EXERCISE DIRECTIONS
Going line by line through the entries, count those containing "align" and state only the result.

EXTRACTED INFORMATION
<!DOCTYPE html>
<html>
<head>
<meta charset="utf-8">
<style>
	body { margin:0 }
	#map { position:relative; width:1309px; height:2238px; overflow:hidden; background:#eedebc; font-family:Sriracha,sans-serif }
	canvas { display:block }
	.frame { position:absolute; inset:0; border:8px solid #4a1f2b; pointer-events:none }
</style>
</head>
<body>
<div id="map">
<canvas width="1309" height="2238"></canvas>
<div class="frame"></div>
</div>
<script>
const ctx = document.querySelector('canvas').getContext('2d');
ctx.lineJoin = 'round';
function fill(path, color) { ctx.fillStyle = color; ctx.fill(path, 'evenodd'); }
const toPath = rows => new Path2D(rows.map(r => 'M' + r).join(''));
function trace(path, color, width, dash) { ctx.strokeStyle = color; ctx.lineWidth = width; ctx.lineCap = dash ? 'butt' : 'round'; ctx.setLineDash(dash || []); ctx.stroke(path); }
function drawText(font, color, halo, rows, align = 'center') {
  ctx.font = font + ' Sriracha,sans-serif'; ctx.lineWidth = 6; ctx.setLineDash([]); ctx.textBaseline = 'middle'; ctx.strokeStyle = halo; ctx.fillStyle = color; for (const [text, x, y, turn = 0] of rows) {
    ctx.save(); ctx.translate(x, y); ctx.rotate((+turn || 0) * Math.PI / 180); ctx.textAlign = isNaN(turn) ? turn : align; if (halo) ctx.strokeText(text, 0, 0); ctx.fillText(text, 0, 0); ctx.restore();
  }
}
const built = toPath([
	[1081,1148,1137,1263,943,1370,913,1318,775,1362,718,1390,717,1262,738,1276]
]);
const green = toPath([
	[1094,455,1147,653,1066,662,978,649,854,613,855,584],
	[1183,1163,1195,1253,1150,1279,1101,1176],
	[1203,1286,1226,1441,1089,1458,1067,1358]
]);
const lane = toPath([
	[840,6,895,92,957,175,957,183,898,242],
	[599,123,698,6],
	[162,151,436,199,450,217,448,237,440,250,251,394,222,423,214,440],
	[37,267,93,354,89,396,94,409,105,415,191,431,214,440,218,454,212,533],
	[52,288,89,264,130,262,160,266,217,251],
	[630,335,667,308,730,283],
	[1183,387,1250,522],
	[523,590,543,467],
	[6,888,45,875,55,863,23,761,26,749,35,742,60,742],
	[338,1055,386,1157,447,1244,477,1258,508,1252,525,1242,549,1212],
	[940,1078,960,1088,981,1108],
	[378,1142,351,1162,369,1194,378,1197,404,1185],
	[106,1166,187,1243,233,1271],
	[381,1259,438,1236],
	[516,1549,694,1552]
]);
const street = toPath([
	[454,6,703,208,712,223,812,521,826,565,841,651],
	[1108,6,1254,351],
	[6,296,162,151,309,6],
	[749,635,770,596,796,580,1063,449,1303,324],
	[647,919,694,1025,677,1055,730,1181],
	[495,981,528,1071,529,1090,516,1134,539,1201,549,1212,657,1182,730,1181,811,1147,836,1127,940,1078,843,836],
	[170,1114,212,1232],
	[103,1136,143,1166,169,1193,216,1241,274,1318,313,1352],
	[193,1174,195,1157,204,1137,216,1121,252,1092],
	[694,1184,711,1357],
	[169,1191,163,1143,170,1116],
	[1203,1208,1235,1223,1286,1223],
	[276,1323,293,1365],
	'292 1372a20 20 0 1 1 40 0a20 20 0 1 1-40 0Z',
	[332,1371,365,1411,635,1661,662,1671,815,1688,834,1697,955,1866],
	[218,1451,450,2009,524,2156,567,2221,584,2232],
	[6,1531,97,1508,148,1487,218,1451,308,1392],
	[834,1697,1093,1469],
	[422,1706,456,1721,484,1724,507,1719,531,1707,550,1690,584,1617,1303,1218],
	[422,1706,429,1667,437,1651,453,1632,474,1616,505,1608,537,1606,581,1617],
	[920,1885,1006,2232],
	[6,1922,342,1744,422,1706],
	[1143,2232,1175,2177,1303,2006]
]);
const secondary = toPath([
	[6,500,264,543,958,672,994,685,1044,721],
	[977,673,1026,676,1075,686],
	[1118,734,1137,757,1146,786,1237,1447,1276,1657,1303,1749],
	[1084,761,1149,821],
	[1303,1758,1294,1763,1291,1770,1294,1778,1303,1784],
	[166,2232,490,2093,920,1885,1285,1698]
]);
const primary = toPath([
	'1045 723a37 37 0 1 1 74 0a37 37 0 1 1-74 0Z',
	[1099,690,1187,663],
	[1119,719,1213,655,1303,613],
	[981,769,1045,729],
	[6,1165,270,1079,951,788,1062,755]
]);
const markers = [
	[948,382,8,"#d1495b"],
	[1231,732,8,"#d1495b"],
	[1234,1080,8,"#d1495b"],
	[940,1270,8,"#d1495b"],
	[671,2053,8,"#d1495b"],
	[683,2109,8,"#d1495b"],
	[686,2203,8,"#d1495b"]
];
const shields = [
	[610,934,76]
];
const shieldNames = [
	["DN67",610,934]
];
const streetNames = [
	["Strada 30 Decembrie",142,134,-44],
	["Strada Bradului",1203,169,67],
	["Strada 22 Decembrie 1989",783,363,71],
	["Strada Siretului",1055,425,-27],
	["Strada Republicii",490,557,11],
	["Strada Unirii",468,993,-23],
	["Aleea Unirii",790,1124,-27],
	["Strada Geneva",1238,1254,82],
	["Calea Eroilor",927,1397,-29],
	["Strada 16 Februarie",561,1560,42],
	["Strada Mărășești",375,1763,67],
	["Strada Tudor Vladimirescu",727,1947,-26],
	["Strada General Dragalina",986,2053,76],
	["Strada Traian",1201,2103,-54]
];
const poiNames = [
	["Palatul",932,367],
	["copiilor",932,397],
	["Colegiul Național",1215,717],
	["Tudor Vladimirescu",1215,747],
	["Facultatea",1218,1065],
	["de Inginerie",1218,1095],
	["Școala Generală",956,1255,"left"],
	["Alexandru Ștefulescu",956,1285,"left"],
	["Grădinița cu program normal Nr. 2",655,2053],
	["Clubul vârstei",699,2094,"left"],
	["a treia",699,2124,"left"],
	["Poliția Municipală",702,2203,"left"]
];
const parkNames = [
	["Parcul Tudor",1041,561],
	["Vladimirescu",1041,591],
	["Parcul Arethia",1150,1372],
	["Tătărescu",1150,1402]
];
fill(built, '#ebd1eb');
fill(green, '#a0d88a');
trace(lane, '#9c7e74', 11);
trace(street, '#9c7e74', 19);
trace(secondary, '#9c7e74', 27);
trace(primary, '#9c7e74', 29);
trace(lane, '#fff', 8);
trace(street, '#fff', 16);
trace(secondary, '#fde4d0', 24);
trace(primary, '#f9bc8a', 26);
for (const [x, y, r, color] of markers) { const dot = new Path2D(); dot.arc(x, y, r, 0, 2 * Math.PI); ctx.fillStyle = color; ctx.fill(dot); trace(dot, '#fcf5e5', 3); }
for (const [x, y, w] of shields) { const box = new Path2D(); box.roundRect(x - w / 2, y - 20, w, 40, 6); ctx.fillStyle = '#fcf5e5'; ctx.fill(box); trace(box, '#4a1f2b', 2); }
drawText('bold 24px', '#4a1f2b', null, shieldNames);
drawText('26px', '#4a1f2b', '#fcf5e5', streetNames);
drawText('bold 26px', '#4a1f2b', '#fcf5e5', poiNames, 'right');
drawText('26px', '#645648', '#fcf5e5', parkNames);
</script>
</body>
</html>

FINAL ANSWER
2